Gather each line containing the string "block" from these entries.

THE DATA:
· · ·
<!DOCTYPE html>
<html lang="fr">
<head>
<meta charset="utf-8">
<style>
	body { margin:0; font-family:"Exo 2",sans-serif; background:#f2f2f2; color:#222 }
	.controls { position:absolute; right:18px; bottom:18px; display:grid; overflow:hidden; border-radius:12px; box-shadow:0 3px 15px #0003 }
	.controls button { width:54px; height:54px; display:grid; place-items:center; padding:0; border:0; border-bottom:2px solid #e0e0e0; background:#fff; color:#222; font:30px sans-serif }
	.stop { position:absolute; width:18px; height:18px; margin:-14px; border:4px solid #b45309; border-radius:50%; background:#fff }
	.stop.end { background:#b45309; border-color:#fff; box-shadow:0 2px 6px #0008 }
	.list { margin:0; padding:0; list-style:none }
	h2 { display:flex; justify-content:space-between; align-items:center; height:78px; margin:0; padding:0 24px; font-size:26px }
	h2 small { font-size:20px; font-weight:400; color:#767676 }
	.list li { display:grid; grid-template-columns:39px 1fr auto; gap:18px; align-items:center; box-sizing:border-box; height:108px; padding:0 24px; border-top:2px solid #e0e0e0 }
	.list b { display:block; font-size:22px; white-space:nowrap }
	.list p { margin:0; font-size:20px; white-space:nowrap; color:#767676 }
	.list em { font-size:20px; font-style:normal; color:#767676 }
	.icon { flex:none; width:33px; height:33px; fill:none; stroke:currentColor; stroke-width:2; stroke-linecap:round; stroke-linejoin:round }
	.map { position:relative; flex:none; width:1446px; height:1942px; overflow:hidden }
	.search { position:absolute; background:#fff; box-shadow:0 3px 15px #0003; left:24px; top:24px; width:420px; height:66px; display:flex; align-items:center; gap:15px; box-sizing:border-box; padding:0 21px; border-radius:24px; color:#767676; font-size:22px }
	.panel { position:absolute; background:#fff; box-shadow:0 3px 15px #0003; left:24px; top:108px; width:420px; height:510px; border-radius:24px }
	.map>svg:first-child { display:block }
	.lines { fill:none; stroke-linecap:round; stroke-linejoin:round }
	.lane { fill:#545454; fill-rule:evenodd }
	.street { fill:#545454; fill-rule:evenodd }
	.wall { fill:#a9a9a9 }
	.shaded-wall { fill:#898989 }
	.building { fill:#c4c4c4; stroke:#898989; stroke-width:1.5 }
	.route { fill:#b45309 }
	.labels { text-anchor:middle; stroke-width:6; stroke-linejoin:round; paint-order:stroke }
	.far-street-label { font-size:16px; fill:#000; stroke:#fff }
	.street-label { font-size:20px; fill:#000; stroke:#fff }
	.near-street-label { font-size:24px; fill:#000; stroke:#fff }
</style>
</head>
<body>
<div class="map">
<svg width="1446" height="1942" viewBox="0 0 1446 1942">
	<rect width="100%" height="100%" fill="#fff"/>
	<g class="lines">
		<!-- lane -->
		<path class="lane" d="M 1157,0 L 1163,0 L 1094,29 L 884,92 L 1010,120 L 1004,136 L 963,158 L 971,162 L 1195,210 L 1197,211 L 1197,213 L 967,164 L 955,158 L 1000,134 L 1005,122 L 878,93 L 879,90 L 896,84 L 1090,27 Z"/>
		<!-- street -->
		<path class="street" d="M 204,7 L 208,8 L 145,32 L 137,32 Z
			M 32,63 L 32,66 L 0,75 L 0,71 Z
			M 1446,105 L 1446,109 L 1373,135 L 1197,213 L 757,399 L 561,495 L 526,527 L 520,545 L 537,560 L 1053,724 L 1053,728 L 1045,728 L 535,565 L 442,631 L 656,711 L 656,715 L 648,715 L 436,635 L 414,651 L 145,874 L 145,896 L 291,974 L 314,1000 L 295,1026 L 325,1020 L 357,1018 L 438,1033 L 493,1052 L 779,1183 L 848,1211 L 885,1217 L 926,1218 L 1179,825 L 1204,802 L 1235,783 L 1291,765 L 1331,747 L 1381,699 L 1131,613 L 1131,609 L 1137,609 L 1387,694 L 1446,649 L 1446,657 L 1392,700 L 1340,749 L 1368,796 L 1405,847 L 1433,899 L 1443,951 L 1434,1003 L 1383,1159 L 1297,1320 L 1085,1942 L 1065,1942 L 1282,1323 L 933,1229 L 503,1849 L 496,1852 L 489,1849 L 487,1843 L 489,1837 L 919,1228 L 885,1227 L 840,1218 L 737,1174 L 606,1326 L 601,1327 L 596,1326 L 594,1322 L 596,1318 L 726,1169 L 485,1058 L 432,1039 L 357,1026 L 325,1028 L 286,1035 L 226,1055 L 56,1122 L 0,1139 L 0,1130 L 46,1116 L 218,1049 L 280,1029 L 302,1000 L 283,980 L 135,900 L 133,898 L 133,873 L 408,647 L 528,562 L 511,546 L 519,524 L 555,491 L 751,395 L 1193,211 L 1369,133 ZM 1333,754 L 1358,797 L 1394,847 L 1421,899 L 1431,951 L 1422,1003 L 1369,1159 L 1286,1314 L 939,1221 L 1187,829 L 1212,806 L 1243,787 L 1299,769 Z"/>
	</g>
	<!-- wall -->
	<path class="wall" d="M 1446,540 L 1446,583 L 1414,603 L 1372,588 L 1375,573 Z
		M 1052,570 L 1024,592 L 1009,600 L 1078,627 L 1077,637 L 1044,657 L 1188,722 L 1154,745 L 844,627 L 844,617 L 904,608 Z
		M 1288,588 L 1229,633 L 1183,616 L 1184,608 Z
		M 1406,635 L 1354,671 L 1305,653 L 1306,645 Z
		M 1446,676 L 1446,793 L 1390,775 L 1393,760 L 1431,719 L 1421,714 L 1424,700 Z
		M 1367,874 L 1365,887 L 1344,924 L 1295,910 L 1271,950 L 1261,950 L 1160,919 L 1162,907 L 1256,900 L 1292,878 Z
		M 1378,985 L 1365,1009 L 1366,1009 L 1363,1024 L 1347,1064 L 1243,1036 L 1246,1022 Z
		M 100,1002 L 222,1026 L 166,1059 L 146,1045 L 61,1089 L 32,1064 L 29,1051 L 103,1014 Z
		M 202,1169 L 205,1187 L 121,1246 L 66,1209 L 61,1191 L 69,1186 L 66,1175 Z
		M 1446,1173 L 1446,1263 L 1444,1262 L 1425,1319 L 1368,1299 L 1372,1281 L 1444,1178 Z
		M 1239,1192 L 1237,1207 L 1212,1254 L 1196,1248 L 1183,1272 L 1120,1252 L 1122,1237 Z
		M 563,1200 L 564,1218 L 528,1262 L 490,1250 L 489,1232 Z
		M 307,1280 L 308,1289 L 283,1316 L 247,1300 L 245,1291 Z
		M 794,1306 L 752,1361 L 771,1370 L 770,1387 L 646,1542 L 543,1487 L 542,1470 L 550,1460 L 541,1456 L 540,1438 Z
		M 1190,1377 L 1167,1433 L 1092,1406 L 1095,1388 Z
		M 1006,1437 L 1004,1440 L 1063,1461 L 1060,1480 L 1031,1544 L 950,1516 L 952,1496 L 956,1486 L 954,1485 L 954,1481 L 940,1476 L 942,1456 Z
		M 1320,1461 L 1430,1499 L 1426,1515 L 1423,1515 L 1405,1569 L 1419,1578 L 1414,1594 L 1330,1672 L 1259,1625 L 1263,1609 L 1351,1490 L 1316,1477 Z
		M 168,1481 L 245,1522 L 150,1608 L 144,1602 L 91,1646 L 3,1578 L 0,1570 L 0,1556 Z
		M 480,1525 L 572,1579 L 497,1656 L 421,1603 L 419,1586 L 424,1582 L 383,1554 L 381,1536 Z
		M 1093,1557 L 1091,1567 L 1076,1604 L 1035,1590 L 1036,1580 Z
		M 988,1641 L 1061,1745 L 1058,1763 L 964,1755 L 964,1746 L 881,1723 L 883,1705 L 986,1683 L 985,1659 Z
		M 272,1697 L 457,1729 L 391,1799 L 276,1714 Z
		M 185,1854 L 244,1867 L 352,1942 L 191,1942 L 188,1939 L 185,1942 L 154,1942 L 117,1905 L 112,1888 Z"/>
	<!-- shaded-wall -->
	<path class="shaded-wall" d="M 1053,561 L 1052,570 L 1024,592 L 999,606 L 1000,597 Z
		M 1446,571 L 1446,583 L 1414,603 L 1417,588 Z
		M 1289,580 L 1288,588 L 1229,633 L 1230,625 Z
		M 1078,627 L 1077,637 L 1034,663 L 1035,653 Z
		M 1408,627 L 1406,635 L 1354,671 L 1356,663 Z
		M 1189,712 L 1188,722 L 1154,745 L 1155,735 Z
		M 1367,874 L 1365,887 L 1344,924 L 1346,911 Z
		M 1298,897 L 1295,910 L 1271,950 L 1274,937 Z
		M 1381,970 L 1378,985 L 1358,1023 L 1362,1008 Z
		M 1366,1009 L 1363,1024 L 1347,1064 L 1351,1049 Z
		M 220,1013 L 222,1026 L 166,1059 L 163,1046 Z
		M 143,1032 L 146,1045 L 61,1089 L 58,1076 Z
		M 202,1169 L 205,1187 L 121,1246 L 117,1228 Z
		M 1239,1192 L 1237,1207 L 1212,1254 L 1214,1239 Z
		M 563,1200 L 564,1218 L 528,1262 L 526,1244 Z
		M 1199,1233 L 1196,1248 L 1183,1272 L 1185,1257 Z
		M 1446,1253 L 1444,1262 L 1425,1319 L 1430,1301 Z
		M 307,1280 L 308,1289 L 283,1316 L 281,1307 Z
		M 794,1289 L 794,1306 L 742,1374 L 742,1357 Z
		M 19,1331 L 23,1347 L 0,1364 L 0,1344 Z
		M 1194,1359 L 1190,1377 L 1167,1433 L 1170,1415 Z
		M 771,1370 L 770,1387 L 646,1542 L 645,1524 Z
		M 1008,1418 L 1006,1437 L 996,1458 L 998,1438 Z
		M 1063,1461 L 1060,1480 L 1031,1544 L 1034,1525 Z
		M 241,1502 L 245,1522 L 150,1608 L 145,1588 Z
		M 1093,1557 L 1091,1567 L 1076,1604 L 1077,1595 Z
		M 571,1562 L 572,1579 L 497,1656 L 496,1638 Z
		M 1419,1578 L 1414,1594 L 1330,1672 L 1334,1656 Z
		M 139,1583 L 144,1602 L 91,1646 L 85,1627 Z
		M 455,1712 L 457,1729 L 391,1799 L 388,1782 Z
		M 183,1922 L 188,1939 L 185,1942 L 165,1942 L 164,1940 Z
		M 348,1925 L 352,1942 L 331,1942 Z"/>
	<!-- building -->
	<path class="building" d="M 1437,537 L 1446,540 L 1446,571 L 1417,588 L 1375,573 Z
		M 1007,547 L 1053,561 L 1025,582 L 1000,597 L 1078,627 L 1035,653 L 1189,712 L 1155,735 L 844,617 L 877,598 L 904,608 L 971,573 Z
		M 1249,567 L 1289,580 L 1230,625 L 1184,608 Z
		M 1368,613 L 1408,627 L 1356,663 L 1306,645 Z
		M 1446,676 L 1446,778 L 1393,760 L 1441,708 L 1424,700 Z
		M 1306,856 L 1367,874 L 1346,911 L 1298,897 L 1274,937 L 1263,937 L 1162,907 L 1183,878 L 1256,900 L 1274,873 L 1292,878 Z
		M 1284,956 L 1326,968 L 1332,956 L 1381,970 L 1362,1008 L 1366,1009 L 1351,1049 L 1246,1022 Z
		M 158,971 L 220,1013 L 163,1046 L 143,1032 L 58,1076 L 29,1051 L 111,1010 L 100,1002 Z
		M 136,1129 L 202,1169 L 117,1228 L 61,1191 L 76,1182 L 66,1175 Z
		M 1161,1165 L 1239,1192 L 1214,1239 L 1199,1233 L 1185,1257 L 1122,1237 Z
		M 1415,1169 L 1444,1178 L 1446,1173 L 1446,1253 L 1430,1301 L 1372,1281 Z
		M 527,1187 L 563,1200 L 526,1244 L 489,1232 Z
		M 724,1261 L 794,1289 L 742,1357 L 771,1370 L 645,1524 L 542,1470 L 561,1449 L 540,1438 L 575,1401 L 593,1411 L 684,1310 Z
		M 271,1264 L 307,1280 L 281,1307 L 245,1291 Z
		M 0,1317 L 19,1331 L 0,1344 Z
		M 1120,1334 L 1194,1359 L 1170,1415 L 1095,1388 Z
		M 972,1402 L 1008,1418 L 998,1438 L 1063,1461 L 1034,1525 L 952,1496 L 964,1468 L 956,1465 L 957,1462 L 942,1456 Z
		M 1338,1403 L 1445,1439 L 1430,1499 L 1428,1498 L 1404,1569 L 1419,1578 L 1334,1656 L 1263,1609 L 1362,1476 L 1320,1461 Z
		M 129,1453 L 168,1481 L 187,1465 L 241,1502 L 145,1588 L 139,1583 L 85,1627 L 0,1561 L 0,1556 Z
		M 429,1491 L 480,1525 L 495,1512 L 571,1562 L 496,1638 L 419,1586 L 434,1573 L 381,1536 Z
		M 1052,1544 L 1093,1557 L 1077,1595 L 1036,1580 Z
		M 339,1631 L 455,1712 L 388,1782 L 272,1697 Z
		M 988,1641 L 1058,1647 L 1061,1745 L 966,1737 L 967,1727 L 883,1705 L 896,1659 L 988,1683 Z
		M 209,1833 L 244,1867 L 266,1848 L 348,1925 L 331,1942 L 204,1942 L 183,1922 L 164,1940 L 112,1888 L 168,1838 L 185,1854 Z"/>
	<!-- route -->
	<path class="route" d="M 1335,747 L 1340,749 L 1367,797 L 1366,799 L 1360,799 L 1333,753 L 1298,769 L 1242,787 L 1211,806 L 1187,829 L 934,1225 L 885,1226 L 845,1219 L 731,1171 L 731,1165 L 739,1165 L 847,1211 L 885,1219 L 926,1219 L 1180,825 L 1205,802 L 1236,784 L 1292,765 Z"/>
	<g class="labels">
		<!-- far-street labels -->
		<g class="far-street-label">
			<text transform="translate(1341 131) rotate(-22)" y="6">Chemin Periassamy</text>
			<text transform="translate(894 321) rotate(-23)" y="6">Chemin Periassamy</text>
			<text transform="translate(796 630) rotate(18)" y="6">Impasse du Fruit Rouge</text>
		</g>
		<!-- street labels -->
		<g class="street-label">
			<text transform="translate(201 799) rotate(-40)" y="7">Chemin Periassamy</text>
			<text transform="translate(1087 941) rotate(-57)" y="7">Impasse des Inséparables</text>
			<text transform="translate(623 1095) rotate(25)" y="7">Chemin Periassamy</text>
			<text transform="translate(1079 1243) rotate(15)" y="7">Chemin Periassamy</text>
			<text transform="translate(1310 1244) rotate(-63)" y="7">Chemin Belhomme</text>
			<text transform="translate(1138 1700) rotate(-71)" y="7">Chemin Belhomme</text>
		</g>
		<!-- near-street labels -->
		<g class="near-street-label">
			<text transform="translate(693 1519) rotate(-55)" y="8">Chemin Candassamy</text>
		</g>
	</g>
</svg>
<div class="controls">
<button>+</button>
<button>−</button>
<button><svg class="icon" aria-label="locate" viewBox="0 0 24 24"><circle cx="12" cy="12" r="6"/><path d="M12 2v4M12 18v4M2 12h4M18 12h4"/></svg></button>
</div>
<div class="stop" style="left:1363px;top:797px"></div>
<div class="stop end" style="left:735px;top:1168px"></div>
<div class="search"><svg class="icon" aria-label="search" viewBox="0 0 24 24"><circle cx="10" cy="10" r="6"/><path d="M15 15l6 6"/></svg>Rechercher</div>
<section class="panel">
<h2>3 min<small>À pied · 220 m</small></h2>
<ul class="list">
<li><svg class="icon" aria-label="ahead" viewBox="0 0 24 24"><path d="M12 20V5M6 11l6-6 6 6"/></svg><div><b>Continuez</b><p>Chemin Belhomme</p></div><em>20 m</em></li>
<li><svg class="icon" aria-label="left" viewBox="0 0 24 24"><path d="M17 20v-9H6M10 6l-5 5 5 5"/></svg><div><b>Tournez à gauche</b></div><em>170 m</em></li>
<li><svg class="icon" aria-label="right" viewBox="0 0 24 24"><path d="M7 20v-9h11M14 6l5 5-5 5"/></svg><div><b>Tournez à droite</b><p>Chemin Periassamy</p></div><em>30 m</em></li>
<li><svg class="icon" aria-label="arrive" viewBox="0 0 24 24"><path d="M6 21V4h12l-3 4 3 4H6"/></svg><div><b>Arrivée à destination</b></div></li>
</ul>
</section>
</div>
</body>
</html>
· · ·
ANSWER SPACE:
	.list b { display:block; font-size:22px; white-space:nowrap }
	.map>svg:first-child { display:block }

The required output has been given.